This whole “affordable housing crisis” is a manufactured scam by “housing advocates” and HUD flunkies. They will steal more of your tax dollars to throw up cheaply built projects. Developers will pocket huge amounts of money and a few units are built which wil be trashed within a few years. There are alot of people in this country that make one bad life choice after another. Having kids they can’t afford, cars they cant afford, they want it all on $8.00 an hour. Well I didn’t have it all when I was making just above minimum 20 years ago and it was just as tough then to get by as it is now. There is no housing crisis, there is just a mass crisis of missing individual responsibity and living within ones means. What are all of these “housing advocates” going to do when the FY 2016 Federal budget is released by the Republicans that will slash millions from HUD? Obama’s current housing czar is privitizing public housing at record numbers, there will be no government funded housing within five years, then what? People need to take personal responsiblity and live where they can afford to live, not live beyond their means and make good choices and not expect taxpayers to foot the bill for them. Wake up people the gravy train is about to go crashing off the tracks.

Bill
7 years ago
Reply to  JW

There are also families who have fallen upon hard times due to illness or downsizing or any number of issues. Why would you assume that the only people who would benefit from affordable housing have too many kids or would “trash” the homes in a couple of years ? It’s a sad day when we would begrudge our neighbors (potential or otherwise) a chance at a proper home.

John Boy
7 years ago
Reply to  JW

Unfortunately taxes keep going up making the non-elderly housing more unaffordable.
Instead of worrying about affordable housing for the elderly how about doing something for the non-elderly, like keeping real estate taxes down.

downtown resident
7 years ago
Reply to  John Boy

Why does it have to be an “instead,” why not “as well” ? Aren’t you going to be a senior one day?

John Boy
7 years ago

You are right.

Donna McDaniel
7 years ago

First… thanks to Bill, a reasonable response to baseless uninformed views. Also note that the town already has low income housing for the elderly — do we find Colonial Gardens has been “trashed” by older folks? Do you know where it is?
Second… We also have several houses that were built under the affordable housing provisions in the last several years and I dare anyone to find them distinguishable from the other homes in their nice neighborhoods — or to find the one house built for low income tenants (different from affordable). It’s been there in a fairly visible spot for years without a single special notice or complaint.

downtown resident
7 years ago

I do, I do! I know where Colonial Gardens is! Its in my neighborhood and I’m glad of it. The people who live there are delightfully pleasant neighbors who do not trash other people’s reputations. In fact, they are quit accepting of others and genuinely greatful people. I feel bad for them right now because they are walking in the road (rt.30) because the sidewalks aren’t cleared. But they aren’t posting public complaints…..

Craig Nicholson
7 years ago

I’m going to throw my two cents in here with regards to affordable housing. They key nature of affordable housing is to provide the individual, or in the case of Southborough, family with a stable housing solution that can be attained within their budget.
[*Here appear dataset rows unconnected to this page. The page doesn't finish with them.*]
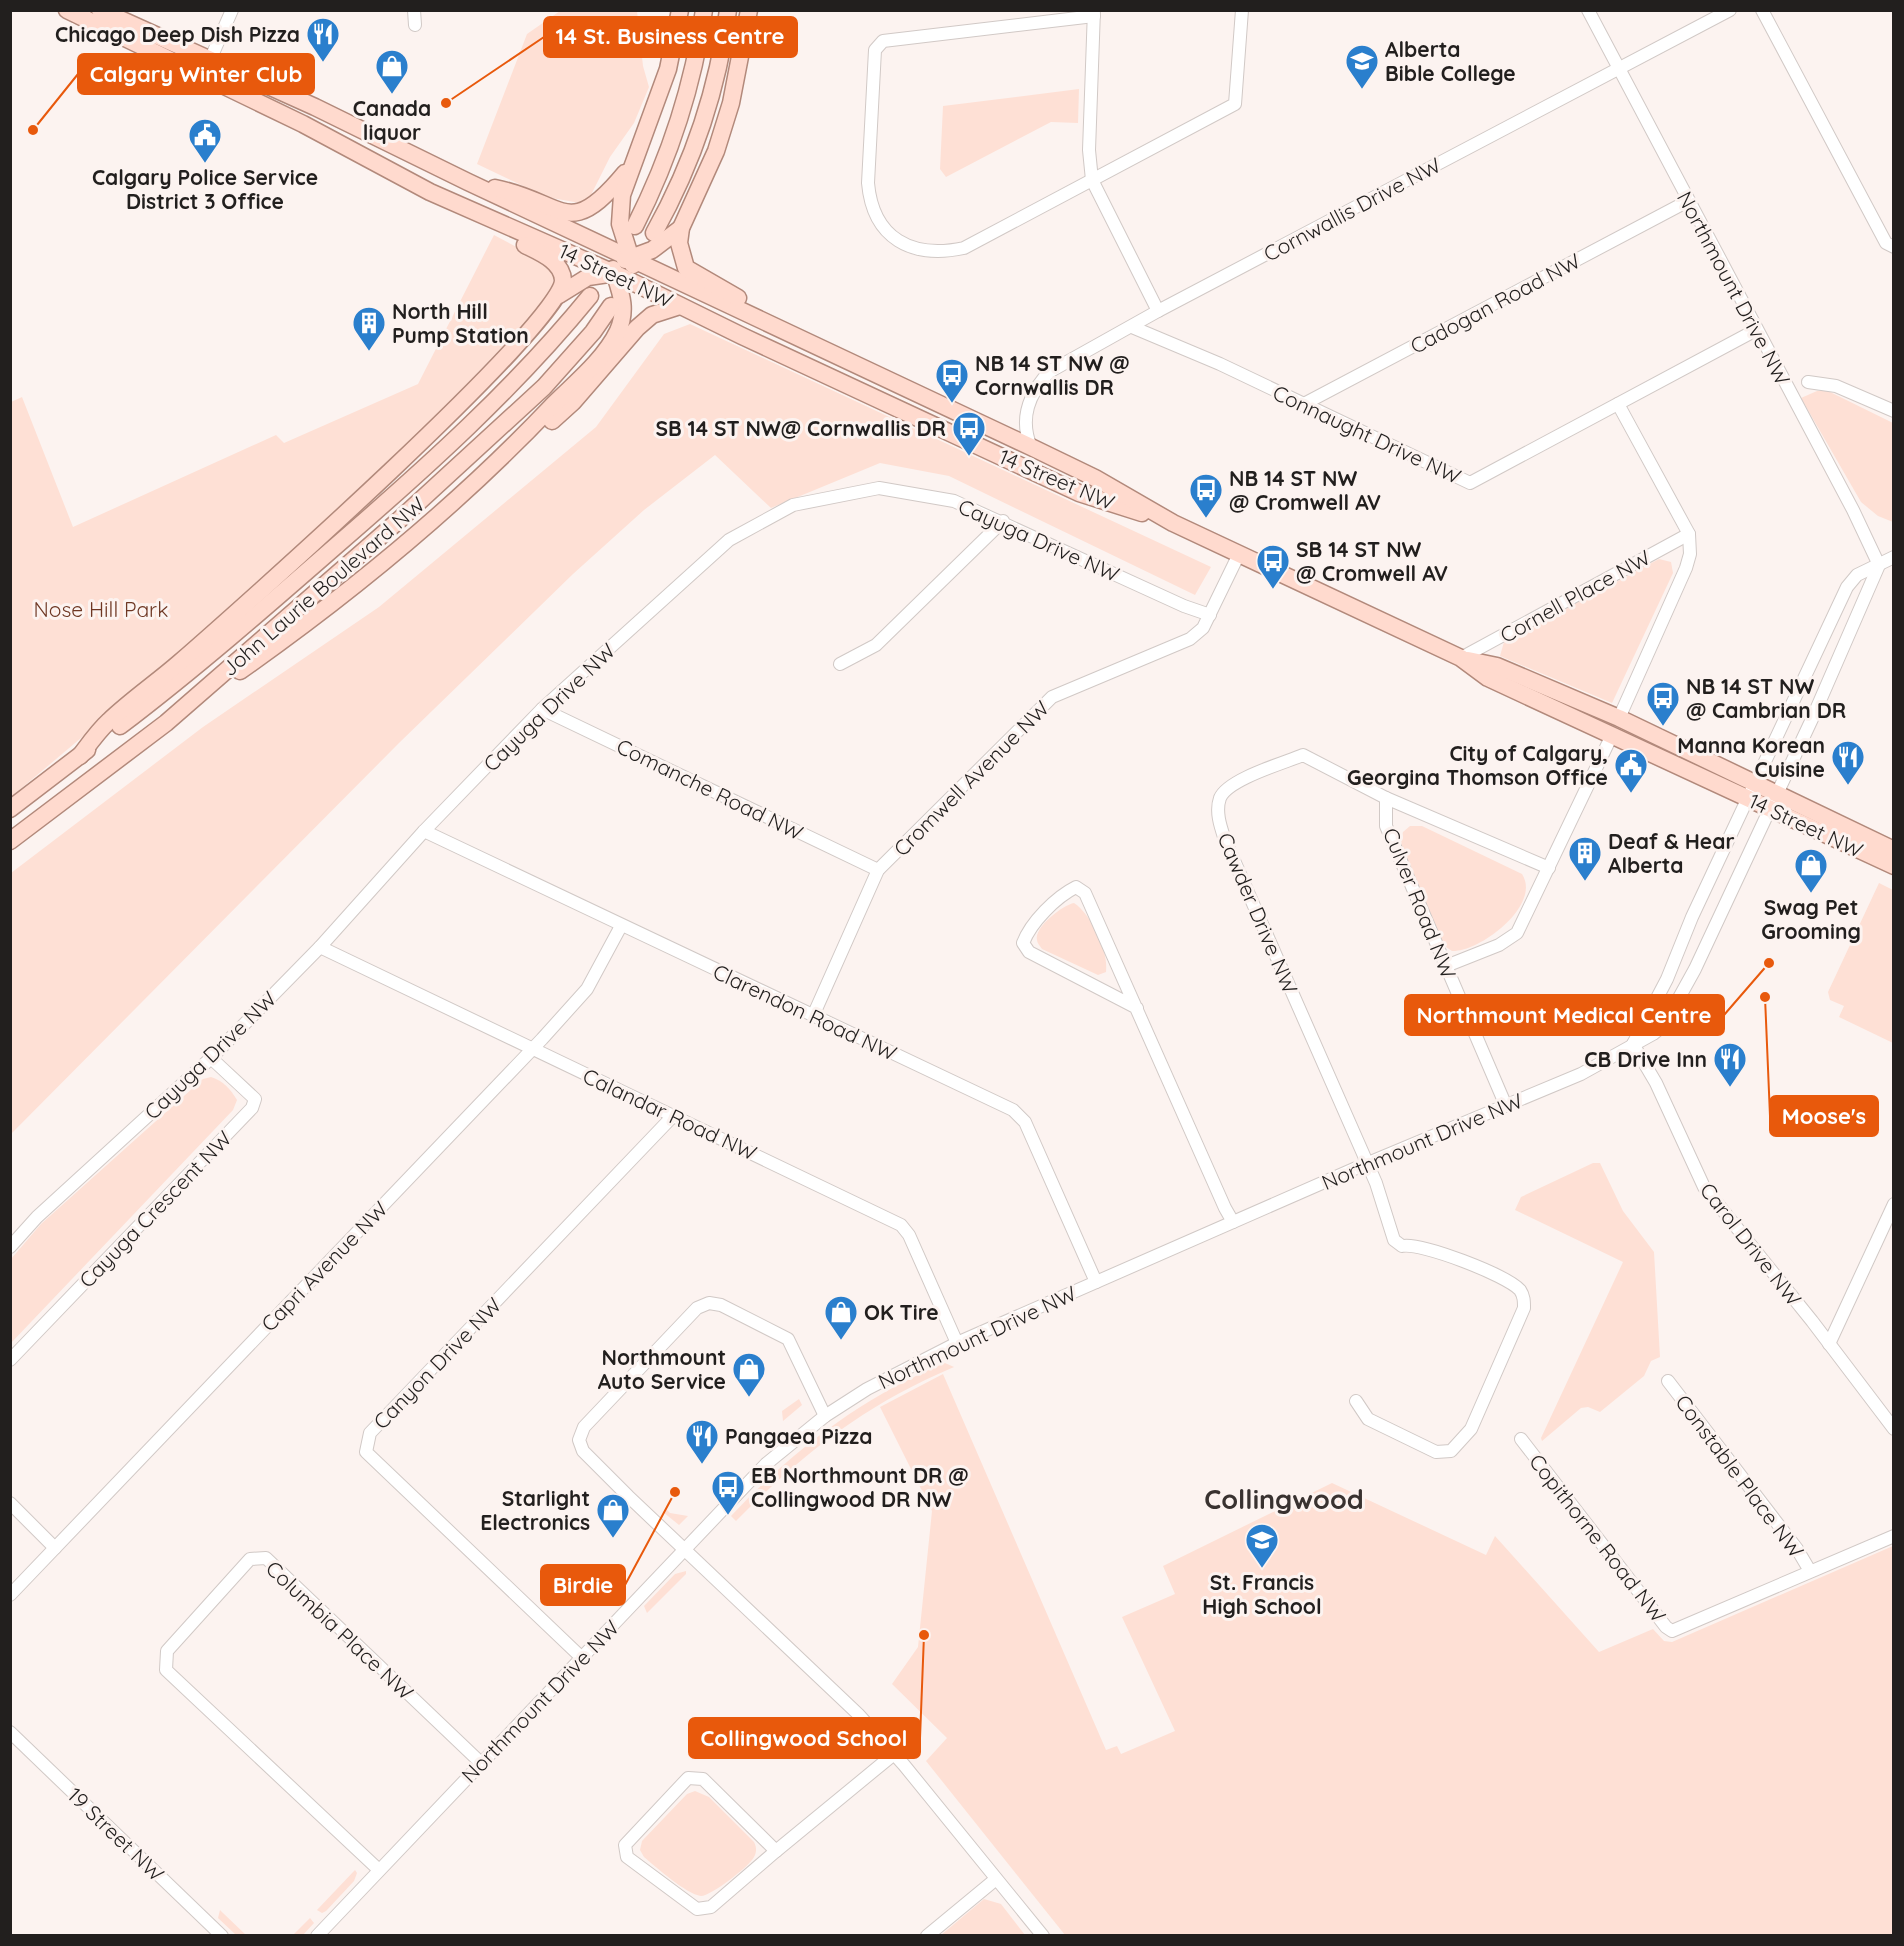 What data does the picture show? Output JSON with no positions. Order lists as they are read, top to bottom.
{
  "streets": {
    "main road": ["14 Street NW", "John Laurie Boulevard NW"],
    "street": [
      "Cornwallis Drive NW",
      "Northmount Drive NW",
      "Cadogan Road NW",
      "Connaught Drive NW",
      "Cayuga Drive NW",
      "Cornell Place NW",
      "Cromwell Avenue NW",
      "Comanche Road NW",
      "Culver Road NW",
      "Cawder Drive NW",
      "Clarendon Road NW",
      "Calandar Road NW",
      "Cayuga Crescent NW",
      "Carol Drive NW",
      "Capri Avenue NW",
      "Canyon Drive NW",
      "Constable Place NW",
      "Copithorne Road NW",
      "Columbia Place NW",
      "19 Street NW"
    ]
  },
  "crossings": [
    ["Cornwallis Drive NW", "14 Street NW"],
    ["Cornwallis Drive NW", "Northmount Drive NW"],
    ["Cornwallis Drive NW", "Connaught Drive NW"],
    ["14 Street NW", "Northmount Drive NW"],
    ["14 Street NW", "Cornell Place NW"],
    ["14 Street NW", "Cromwell Avenue NW"],
    ["Northmount Drive NW", "Cadogan Road NW"],
    ["Northmount Drive NW", "Connaught Drive NW"],
    ["Northmount Drive NW", "Culver Road NW"],
    ["Northmount Drive NW", "Cawder Drive NW"],
    ["Northmount Drive NW", "Clarendon Road NW"],
    ["Northmount Drive NW", "Calandar Road NW"],
    ["Northmount Drive NW", "Carol Drive NW"],
    ["Northmount Drive NW", "Canyon Drive NW"],
    ["Northmount Drive NW", "Columbia Place NW"],
    ["Cadogan Road NW", "Connaught Drive NW"],
    ["Cayuga Drive NW", "Cromwell Avenue NW"],
    ["Cayuga Drive NW", "Comanche Road NW"],
    ["Cayuga Drive NW", "Clarendon Road NW"],
    ["Cayuga Drive NW", "Calandar Road NW"],
    ["Cayuga Drive NW", "Cayuga Crescent NW"],
    ["Cromwell Avenue NW", "Comanche Road NW"],
    ["Cromwell Avenue NW", "Clarendon Road NW"],
    ["Culver Road NW", "Cawder Drive NW"],
    ["Clarendon Road NW", "Capri Avenue NW"],
    ["Calandar Road NW", "Capri Avenue NW"],
    ["Calandar Road NW", "Canyon Drive NW"],
    ["Constable Place NW", "Copithorne Road NW"]
  ],
  "districts": ["Collingwood"],
  "parks": ["Nose Hill Park"],
  "places": {
    "restaurant": [
      "Chicago Deep Dish Pizza",
      "Manna Korean Cuisine",
      "CB Drive Inn",
      "Pangaea Pizza"
    ],
    "school or university": ["Alberta Bible College", "St. Francis High School"],
    "shop": [
      "Canada liquor",
      "Swag Pet Grooming",
      "OK Tire",
      "Northmount Auto Service",
      "Starlight Electronics"
    ],
    "other": [
      "14 St. Business Centre",
      "Calgary Winter Club",
      "Northmount Medical Centre",
      "Moose's",
      "Birdie",
      "Collingwood School"
    ],
    "public building": ["Calgary Police Service District 3 Office", "City of Calgary, Georgina Thomson Office"],
    "building": ["North Hill Pump Station", "Deaf & Hear Alberta"],
    "bus stop": [
      "NB 14 ST NW @ Cornwallis DR",
      "SB 14 ST NW@ Cornwallis DR",
      "NB 14 ST NW @ Cromwell AV",
      "SB 14 ST NW @ Cromwell AV",
      "NB 14 ST NW @ Cambrian DR",
      "EB Northmount DR @ Collingwood DR NW"
    ]
  }
}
The benefits of having a reliable place to call home are immense. This security provides the foundation for families to work toward bettering their economic situation. The children are able to become part of a community that values education – hopefully pushing that child to go to college; the parents may be able to take advantage of opportunities for job training and financial planning that allow them to move out of minimum wage jobs because they don’t have to work multiple jobs just to provide a roof over their heads. By limiting the amount each family has to spend on housing, they’ll have money left in their budget to spend on groceries, clothes and gas to commute to that better paying job.

As for the construction standards of affordable housing…I am a real estate developer and know for a fact that they regulated requirements for inspections, replacement reserves and regular capital needs assessments for each affordable housing unit is far stricter than anything you would see from a market rate deal. This is not saying that market rate owners don’t do this on their own, of course they do, it’s the smart thing to do.

In the end, we are all very fortunate in Southborough. Providing the mechanisms within our town’s planning structure to responsibly develop affordable housing is just one of those things that goes along with being so lucky.

Matthew Brownell
7 years ago

“Providing the mechanisms within our town’s planning structure to responsibly develop affordable housing is just one of those things that goes along with being so lucky” . . . .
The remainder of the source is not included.